1. Gegenstand der Entscheidung ist ein Antrag auf Einschränkung einer einstweiligen Verfügung. Gemäß § 402 Abs 1 ZPO ist der Revisionsrekurs daher auch dann, wenn - wie hier - eine nach inhaltlicher Prüfung bestätigende Rekursentscheidung vorliegt, nicht jedenfalls unzulässig.

2. Die umfangreichen Ausführungen des Revisionsrekurswerbers über das vom Hauptverfahren unabhängige eigene rechtliche Schicksal und die dazu vorgebrachten Belegstellen verkennen die Besonderheit der hier zu beurteilenden Konstellation, die dadurch gekennzeichnet ist, dass die Klägerin mit dem in Rechtskraft erwachsenen Teilurteil vom 20. 6. 2008 über einen Exekutionstitel verfügt, der auf einen höheren Unterhaltsbetrag lautet, als die vorher erwirkte einstweilige Verfügung.

3. Obzwar die einstweilige Verfügung daher noch nicht aufgehoben wurde - einen diesbezüglichen Antrag hat der Beklagte nicht gestellt -, ist sie durch das rechtskräftige Teilurteil, das der Klägerin die Exekution auf einen höheren Unterhaltsbetrag ermöglicht, inhaltlich „überholt“. Das Begehren, die inhaltlich überholte einstweilige Verfügung einzuschränken, hat daher für die Dauer des Bestands des im Hauptverfahren ergangenen Urteils nur mehr theoretische Bedeutung.

4. Aus dem Umstand, dass im Hauptverfahren der Klägerin bereits ein Unterhaltsbetrag rechtskräftig zugesprochen wurde, folgt, dass für die Dauer des Bestands dieser Entscheidung die einstweilige Festsetzung eines diesen bereits rechtskräftig zuerkannten Unterhaltsbetrags unterschreitenden Unterhaltsbetrags nicht in Betracht kommt.

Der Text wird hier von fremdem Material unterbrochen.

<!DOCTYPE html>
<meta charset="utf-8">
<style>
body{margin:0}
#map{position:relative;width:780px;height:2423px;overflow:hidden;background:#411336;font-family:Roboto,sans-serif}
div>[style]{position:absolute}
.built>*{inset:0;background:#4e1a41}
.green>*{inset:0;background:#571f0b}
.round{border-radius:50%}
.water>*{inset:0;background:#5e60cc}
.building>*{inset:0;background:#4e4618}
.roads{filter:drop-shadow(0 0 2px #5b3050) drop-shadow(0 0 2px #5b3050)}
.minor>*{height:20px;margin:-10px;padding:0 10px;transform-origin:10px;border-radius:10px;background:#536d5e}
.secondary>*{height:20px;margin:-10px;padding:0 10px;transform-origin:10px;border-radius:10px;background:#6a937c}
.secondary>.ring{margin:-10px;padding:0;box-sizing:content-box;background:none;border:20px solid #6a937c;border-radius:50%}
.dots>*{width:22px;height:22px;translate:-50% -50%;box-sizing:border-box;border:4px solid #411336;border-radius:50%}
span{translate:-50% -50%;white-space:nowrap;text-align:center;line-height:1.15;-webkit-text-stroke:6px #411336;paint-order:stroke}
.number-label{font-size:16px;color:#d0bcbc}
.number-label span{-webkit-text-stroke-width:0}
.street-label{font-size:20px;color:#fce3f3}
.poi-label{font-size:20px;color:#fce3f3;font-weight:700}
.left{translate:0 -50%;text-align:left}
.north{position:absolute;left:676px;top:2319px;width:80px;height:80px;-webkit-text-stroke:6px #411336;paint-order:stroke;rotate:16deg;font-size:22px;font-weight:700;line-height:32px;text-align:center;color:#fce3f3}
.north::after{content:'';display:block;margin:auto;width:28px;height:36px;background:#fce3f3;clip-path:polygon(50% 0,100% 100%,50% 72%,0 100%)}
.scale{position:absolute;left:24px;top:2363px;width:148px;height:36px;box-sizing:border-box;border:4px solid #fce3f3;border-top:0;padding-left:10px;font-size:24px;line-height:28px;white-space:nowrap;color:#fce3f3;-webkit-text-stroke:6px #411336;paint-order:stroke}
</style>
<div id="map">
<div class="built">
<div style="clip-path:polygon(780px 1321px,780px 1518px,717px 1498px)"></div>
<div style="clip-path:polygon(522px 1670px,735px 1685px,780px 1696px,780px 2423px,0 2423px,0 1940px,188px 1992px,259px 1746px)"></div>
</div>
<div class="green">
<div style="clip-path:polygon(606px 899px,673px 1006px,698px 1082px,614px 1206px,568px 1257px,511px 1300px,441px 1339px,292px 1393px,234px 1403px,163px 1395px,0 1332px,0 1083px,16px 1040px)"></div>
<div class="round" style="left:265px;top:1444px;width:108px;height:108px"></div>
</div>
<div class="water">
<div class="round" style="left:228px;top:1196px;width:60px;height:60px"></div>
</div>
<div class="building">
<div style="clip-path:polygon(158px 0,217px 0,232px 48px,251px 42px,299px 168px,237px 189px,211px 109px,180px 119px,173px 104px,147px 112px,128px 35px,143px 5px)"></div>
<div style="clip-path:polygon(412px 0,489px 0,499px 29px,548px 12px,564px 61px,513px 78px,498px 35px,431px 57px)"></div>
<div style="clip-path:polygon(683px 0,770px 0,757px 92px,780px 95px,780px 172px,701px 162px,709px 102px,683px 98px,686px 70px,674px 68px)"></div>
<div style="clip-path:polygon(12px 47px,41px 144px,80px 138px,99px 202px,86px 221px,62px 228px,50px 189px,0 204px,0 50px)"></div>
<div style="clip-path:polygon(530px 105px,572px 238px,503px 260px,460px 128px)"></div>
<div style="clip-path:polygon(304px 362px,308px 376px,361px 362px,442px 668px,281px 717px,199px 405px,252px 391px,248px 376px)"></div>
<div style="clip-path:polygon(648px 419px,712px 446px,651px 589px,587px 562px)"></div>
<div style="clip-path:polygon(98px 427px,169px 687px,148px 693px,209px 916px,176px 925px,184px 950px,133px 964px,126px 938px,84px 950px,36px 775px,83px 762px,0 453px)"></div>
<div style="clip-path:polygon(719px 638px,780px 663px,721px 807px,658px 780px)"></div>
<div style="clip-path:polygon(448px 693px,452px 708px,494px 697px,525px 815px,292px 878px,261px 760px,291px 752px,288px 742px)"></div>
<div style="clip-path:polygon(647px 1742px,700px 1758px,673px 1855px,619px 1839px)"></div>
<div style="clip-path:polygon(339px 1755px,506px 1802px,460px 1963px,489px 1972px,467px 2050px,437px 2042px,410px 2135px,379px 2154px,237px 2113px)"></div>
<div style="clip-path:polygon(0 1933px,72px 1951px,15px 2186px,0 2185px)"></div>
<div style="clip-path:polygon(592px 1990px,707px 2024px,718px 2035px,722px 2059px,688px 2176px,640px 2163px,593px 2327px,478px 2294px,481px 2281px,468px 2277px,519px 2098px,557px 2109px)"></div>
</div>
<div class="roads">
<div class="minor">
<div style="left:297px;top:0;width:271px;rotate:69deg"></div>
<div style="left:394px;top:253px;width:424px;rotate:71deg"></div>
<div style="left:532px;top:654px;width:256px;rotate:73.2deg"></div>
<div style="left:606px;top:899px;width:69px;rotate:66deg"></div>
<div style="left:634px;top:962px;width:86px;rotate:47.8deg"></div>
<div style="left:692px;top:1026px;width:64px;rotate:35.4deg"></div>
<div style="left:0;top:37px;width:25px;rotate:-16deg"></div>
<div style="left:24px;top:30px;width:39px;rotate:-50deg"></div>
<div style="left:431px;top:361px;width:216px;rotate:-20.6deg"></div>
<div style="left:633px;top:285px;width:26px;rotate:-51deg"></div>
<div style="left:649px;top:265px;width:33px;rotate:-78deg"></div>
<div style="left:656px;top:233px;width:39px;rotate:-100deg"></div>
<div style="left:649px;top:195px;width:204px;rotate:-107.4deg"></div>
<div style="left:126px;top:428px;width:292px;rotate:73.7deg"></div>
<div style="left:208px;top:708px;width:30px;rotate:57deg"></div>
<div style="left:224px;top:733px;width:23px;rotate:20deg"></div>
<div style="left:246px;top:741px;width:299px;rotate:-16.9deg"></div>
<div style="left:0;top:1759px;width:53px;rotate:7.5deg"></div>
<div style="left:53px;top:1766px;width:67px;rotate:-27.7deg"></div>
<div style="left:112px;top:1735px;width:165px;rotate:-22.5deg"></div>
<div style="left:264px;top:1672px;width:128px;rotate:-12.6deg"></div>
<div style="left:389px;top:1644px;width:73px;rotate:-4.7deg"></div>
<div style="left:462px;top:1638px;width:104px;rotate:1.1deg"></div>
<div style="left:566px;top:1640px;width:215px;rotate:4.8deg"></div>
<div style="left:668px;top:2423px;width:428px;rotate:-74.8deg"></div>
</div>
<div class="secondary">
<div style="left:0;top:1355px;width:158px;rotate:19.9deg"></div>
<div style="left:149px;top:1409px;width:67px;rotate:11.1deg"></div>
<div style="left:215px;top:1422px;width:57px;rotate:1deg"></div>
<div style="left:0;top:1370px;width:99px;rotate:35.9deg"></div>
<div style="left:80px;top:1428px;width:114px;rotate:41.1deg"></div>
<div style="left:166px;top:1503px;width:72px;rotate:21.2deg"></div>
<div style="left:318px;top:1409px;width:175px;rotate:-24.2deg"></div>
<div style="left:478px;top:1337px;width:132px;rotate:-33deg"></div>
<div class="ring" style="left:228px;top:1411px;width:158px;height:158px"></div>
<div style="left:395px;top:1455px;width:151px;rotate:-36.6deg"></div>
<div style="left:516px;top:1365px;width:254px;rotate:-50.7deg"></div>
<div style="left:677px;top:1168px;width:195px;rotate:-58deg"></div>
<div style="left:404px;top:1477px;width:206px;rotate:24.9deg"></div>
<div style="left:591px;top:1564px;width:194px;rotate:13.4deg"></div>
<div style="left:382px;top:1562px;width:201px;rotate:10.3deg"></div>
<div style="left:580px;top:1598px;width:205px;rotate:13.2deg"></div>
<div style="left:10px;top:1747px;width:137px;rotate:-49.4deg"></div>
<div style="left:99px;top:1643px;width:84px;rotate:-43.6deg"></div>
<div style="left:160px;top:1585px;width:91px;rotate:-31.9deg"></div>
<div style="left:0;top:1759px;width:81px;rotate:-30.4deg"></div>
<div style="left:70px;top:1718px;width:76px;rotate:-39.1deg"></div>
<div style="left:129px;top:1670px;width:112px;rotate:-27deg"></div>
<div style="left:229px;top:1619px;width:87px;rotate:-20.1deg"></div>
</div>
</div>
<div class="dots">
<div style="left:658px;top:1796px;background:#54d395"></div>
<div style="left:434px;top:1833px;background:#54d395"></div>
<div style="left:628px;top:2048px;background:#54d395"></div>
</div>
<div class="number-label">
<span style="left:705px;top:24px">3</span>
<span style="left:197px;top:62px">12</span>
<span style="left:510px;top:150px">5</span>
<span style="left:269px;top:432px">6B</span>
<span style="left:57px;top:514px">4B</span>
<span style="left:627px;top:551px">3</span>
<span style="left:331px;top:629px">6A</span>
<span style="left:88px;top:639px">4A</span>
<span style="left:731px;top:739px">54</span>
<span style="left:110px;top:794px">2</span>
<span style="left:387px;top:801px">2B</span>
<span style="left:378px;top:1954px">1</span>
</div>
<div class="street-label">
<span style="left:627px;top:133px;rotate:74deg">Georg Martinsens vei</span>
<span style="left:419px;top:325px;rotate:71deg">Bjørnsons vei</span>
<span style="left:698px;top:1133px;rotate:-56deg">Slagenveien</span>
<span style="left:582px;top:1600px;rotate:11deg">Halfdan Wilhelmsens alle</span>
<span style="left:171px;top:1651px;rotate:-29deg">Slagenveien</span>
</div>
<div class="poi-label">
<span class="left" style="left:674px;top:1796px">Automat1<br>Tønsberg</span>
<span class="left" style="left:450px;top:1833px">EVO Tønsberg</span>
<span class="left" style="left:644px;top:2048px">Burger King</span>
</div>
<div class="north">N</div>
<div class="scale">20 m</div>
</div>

5. Damit erweist sich aber die Rechtsauffassung der Vorinstanzen, der Beklagte habe an einer Einschränkung der einstweiligen Verfügung kein rechtliches Interesse, als zutreffend. Für die gerichtliche Geltendmachung jedes Anspruchs ist das Bestehen eines Rechtsschutzbedürfnisses zwingende Voraussetzung (8 Ob 33/10a). Das Fehlen des Rechtsschutzbedürfnisses führt nach der jüngeren Rechtsprechung auch im Exekutionsverfahren nicht zur Zurück-, sondern zur Abweisung des Sachantrags (allgemein: SZ 48/116; 4 Ob 71/95; 7 Ob 638/87; 6 Ob 210/03f; zum Exekutionsverfahren 3 Ob 9/96). Aus diesem Grund war der Antrag - wie vom Erstgericht ohnedies richtig erkannt - abzuweisen.

6. Dass sich die Klägerin in erster Instanz gegen den Einschränkungsantrag des Beklagten nicht auf das rechtskräftige Teilurteil berufen hat, steht dieser Entscheidung nicht entgegen. Selbst wenn man einen solchen Einwand hier für erforderlich erachten wollte, wäre für den Beklagten daraus nichts zu gewinnen, weil er das Fehlen eines solchen Antrags in zweiter Instanz nicht gerügt hat und diese Rüge in dritter Instanz nicht nachtragen kann.

7. Die Kostenentscheidung beruht auf den §§ 41, 50 ZPO iVm §§ 78, 402 Abs 4 EO.